[英]Get all elements in a list where the value is equal to certain value
I have a list which looks like this: 我有一个如下所示的列表:
[[3, 4.6575, 7.3725],
[3, 3.91, 5.694],
[2, 3.986666666666667, 6.6433333333333335],
[1, 3.9542857142857137, 5.674285714285714],....]
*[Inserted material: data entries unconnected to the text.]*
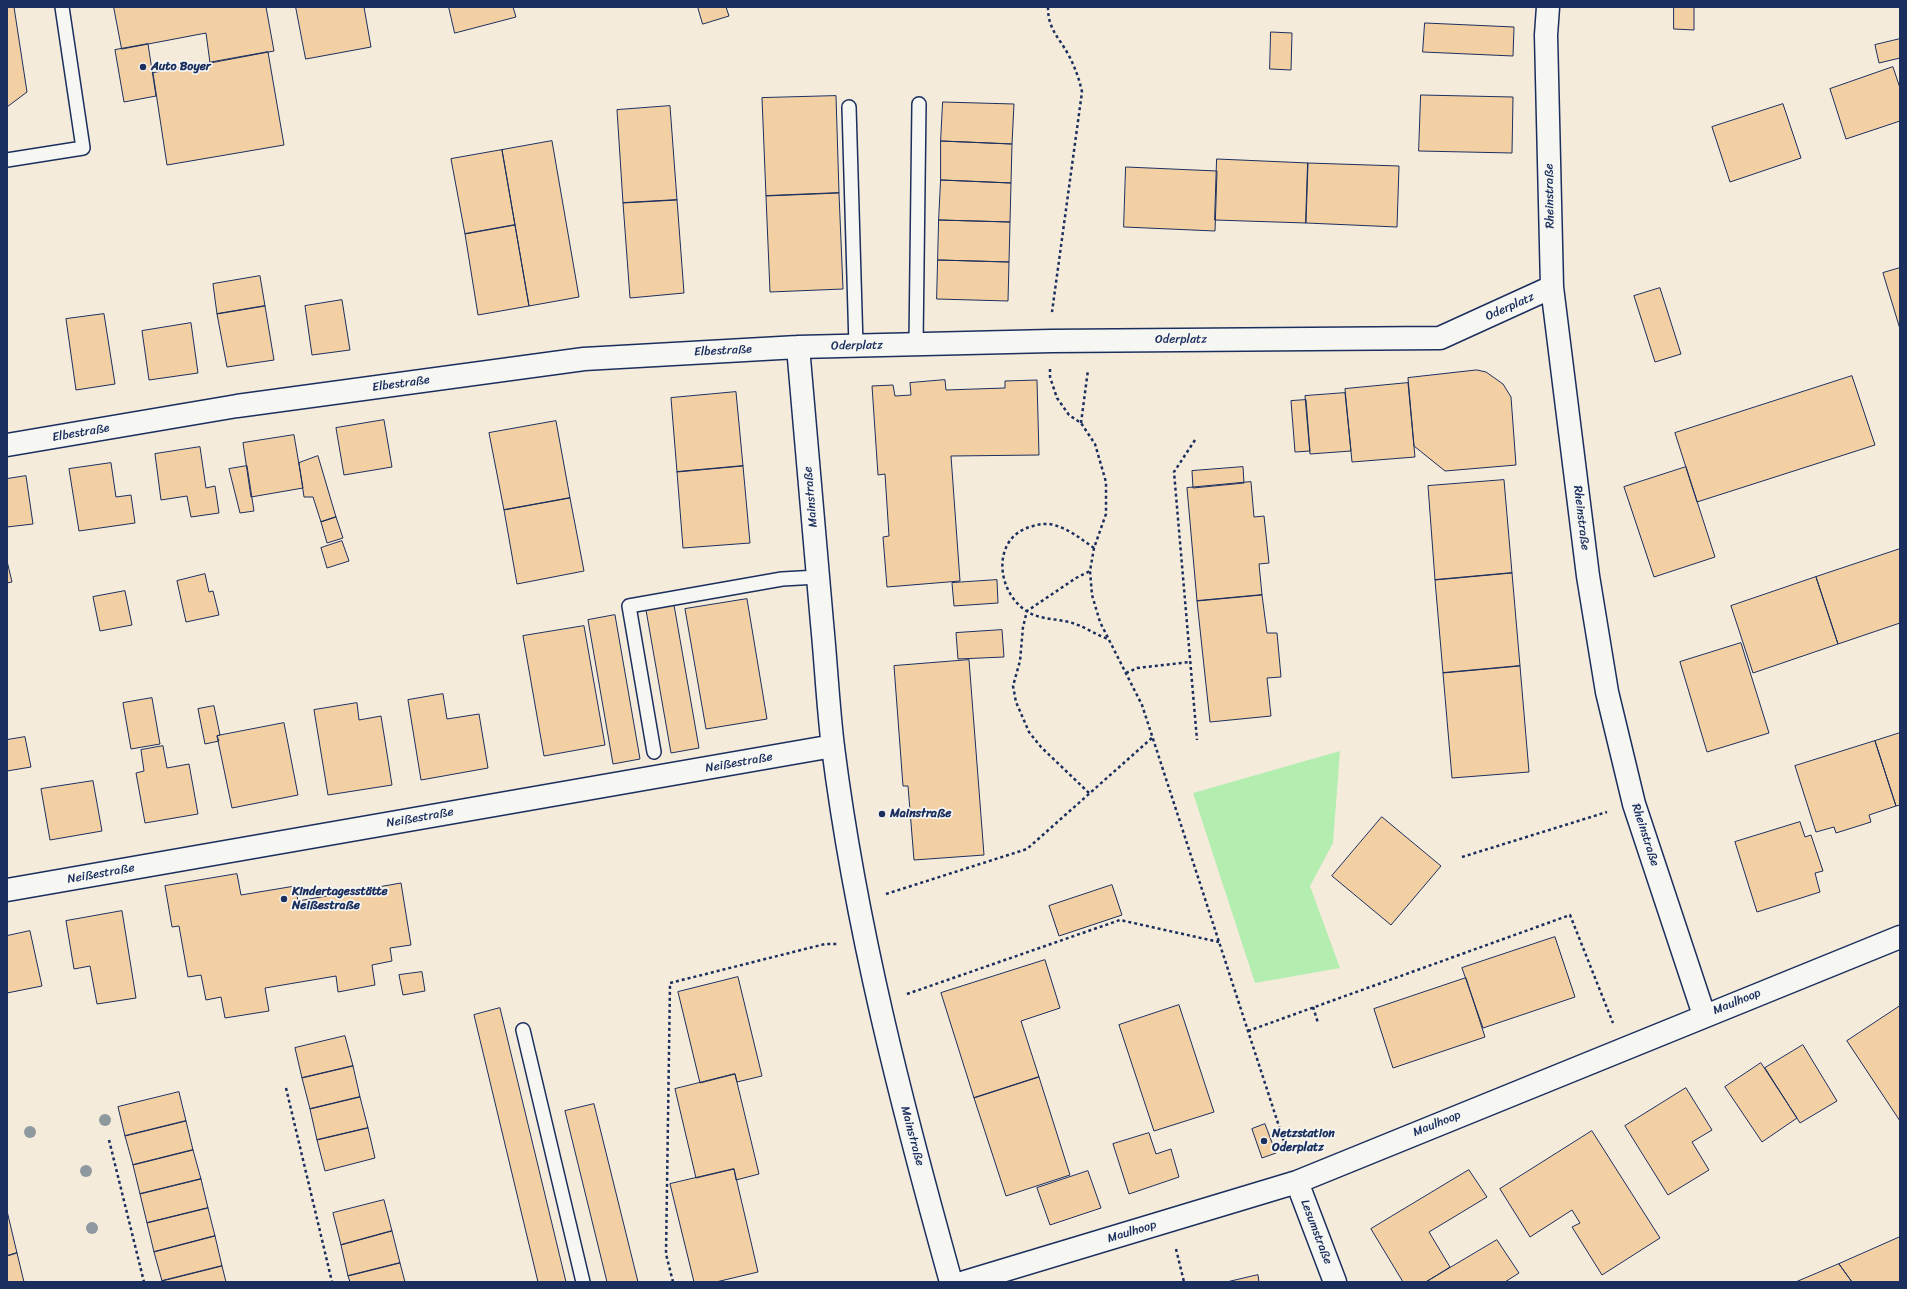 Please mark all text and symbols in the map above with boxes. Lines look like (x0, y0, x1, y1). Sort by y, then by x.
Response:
place label: Auto Boyer (151, 60, 211, 74)
marker: Auto Boyer (138, 62, 148, 72)
street label: Rheinstraße (1542, 163, 1558, 229)
street label: Oderplatz (1483, 290, 1537, 324)
street label: Oderplatz (1155, 333, 1207, 347)
street label: Oderplatz (831, 338, 883, 354)
street label: Elbestraße (694, 342, 752, 360)
street label: Elbestraße (371, 373, 431, 395)
street label: Elbestraße (51, 421, 111, 445)
street label: Mainstraße (801, 466, 821, 528)
street label: Rheinstraße (1570, 485, 1592, 551)
street label: Neißestraße (704, 750, 774, 776)
street label: Rheinstraße (1628, 802, 1662, 868)
street label: Neißestraße (385, 805, 455, 831)
place label: Mainstraße (890, 807, 951, 821)
marker: Mainstraße (877, 809, 887, 819)
street label: Neißestraße (66, 861, 136, 887)
place label: Kindertagesstätte Neißestraße (292, 885, 388, 913)
marker: Kindertagesstätte Neißestraße (279, 894, 289, 904)
street label: Maulhoop (1711, 986, 1763, 1018)
street label: Mainstraße (897, 1105, 927, 1167)
street label: Maulhoop (1411, 1108, 1463, 1140)
place label: Netzstation Oderplatz (1272, 1127, 1335, 1155)
marker: Netzstation Oderplatz (1259, 1136, 1269, 1146)
street label: Lesumstraße (1297, 1197, 1335, 1267)
street label: Maulhoop (1106, 1218, 1158, 1246)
I would like to sum (in fact take the mean ... but it is a detail) all the values of the rows together where the value of the first element are equal. 我想总和(实际上取平均值...但它是一个细节)所有行的值在一起,其中第一个元素的值相等。 This would mean that in the example above the first two rows would be summed together.
这意味着在上面的例子中,前两行将被加在一起。
[[3, 8.5675, 13.0665],
[2, 3.986666666666667, 6.6433333333333335],
[1, 3.9542857142857137, 5.674285714285714],....]
This means the first values should be unique. 这意味着第一个值应该是唯一的。
I thought of doing this by finding all the "rows" where the first value is equal to for example to 1 and sum them together. 我想通过找到第一个值等于例如1的所有“行”并将它们加在一起来做到这一点。 My question is now, how can I find all the rows where the first value is equal to a certain value.
我现在的问题是,如何找到第一个值等于某个值的所有行。
There are many ways to do something like this in Python. 在Python中有很多方法可以做这样的事情。 If your list is called
a
, you can make a list comprehension to get the row indices where first column is equal to value
: 如果您的列表名为
a
,则可以进行列表推导以获取第一列等于value
的行索引:
rows = [i for i in range(0,len(a)) if a[i][0]==value]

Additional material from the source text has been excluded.